## [WHAT TO DO]
Give an exact reproduction of all the lines in the listing.

════

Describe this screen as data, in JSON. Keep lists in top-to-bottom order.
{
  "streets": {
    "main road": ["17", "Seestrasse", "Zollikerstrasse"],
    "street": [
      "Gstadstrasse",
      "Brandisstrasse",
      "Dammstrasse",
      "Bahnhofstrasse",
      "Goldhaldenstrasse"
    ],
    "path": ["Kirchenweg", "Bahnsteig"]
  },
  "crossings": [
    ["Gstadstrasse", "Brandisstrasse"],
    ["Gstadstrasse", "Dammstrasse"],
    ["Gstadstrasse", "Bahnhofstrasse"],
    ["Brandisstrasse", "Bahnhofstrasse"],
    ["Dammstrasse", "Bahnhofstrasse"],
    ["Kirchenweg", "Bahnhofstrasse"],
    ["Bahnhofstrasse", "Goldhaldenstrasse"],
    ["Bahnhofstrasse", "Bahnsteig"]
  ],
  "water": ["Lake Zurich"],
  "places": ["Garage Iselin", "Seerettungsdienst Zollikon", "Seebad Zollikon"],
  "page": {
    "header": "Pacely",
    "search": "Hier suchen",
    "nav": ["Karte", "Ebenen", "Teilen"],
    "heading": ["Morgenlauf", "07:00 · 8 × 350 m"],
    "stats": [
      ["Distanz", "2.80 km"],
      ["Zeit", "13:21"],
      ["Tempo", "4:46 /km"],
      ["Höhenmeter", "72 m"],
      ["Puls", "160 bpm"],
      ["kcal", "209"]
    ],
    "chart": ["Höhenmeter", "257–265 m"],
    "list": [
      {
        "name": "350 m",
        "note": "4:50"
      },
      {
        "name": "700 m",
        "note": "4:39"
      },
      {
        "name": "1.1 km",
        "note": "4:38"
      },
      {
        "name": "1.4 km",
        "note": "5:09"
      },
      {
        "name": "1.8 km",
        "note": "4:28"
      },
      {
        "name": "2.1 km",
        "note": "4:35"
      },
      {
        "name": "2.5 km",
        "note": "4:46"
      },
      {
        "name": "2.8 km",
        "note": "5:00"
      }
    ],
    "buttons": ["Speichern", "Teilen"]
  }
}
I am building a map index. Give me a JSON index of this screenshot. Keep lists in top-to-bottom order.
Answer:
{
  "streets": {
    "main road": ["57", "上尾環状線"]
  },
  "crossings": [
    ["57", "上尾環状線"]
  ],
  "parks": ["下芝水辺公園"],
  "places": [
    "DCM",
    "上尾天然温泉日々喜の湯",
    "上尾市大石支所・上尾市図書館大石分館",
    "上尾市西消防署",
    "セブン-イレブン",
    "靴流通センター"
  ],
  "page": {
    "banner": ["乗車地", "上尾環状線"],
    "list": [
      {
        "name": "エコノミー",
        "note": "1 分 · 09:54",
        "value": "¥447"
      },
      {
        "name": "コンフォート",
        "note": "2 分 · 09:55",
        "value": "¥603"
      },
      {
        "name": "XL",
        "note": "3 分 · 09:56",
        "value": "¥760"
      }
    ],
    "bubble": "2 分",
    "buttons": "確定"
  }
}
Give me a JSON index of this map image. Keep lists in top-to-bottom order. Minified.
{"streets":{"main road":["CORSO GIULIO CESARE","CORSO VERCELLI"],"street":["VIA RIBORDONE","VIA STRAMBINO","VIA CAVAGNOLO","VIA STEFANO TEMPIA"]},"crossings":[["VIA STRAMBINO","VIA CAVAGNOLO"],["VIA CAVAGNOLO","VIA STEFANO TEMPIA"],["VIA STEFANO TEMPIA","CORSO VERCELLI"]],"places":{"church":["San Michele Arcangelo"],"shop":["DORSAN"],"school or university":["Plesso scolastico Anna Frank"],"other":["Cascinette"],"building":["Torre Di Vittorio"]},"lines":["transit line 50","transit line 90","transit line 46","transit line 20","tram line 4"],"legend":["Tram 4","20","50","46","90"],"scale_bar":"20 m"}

════

## [SOLUTION FOR THIS TASK]
Describe this screen as data, in JSON. Keep lists in top-to-bottom order.
{
  "streets": {
    "main road": ["17", "Seestrasse", "Zollikerstrasse"],
    "street": [
      "Gstadstrasse",
      "Brandisstrasse",
      "Dammstrasse",
      "Bahnhofstrasse",
      "Goldhaldenstrasse"
    ],
    "path": ["Kirchenweg", "Bahnsteig"]
  },
  "crossings": [
    ["Gstadstrasse", "Brandisstrasse"],
    ["Gstadstrasse", "Dammstrasse"],
    ["Gstadstrasse", "Bahnhofstrasse"],
    ["Brandisstrasse", "Bahnhofstrasse"],
    ["Dammstrasse", "Bahnhofstrasse"],
    ["Kirchenweg", "Bahnhofstrasse"],
    ["Bahnhofstrasse", "Goldhaldenstrasse"],
    ["Bahnhofstrasse", "Bahnsteig"]
  ],
  "water": ["Lake Zurich"],
  "places": ["Garage Iselin", "Seerettungsdienst Zollikon", "Seebad Zollikon"],
  "page": {
    "header": "Pacely",
    "search": "Hier suchen",
    "nav": ["Karte", "Ebenen", "Teilen"],
    "heading": ["Morgenlauf", "07:00 · 8 × 350 m"],
    "stats": [
      ["Distanz", "2.80 km"],
      ["Zeit", "13:21"],
      ["Tempo", "4:46 /km"],
      ["Höhenmeter", "72 m"],
      ["Puls", "160 bpm"],
      ["kcal", "209"]
    ],
    "chart": ["Höhenmeter", "257–265 m"],
    "list": [
      {
        "name": "350 m",
        "note": "4:50"
      },
      {
        "name": "700 m",
        "note": "4:39"
      },
      {
        "name": "1.1 km",
        "note": "4:38"
      },
      {
        "name": "1.4 km",
        "note": "5:09"
      },
      {
        "name": "1.8 km",
        "note": "4:28"
      },
      {
        "name": "2.1 km",
        "note": "4:35"
      },
      {
        "name": "2.5 km",
        "note": "4:46"
      },
      {
        "name": "2.8 km",
        "note": "5:00"
      }
    ],
    "buttons": ["Speichern", "Teilen"]
  }
}
I am building a map index. Give me a JSON index of this screenshot. Keep lists in top-to-bottom order.
Answer:
{
  "streets": {
    "main road": ["57", "上尾環状線"]
  },
  "crossings": [
    ["57", "上尾環状線"]
  ],
  "parks": ["下芝水辺公園"],
  "places": [
    "DCM",
    "上尾天然温泉日々喜の湯",
    "上尾市大石支所・上尾市図書館大石分館",
    "上尾市西消防署",
    "セブン-イレブン",
    "靴流通センター"
  ],
  "page": {
    "banner": ["乗車地", "上尾環状線"],
    "list": [
      {
        "name": "エコノミー",
        "note": "1 分 · 09:54",
        "value": "¥447"
      },
      {
        "name": "コンフォート",
        "note": "2 分 · 09:55",
        "value": "¥603"
      },
      {
        "name": "XL",
        "note": "3 分 · 09:56",
        "value": "¥760"
      }
    ],
    "bubble": "2 分",
    "buttons": "確定"
  }
}
Give me a JSON index of this map image. Keep lists in top-to-bottom order. Minified.
{"streets":{"main road":["CORSO GIULIO CESARE","CORSO VERCELLI"],"street":["VIA RIBORDONE","VIA STRAMBINO","VIA CAVAGNOLO","VIA STEFANO TEMPIA"]},"crossings":[["VIA STRAMBINO","VIA CAVAGNOLO"],["VIA CAVAGNOLO","VIA STEFANO TEMPIA"],["VIA STEFANO TEMPIA","CORSO VERCELLI"]],"places":{"church":["San Michele Arcangelo"],"shop":["DORSAN"],"school or university":["Plesso scolastico Anna Frank"],"other":["Cascinette"],"building":["Torre Di Vittorio"]},"lines":["transit line 50","transit line 90","transit line 46","transit line 20","tram line 4"],"legend":["Tram 4","20","50","46","90"],"scale_bar":"20 m"}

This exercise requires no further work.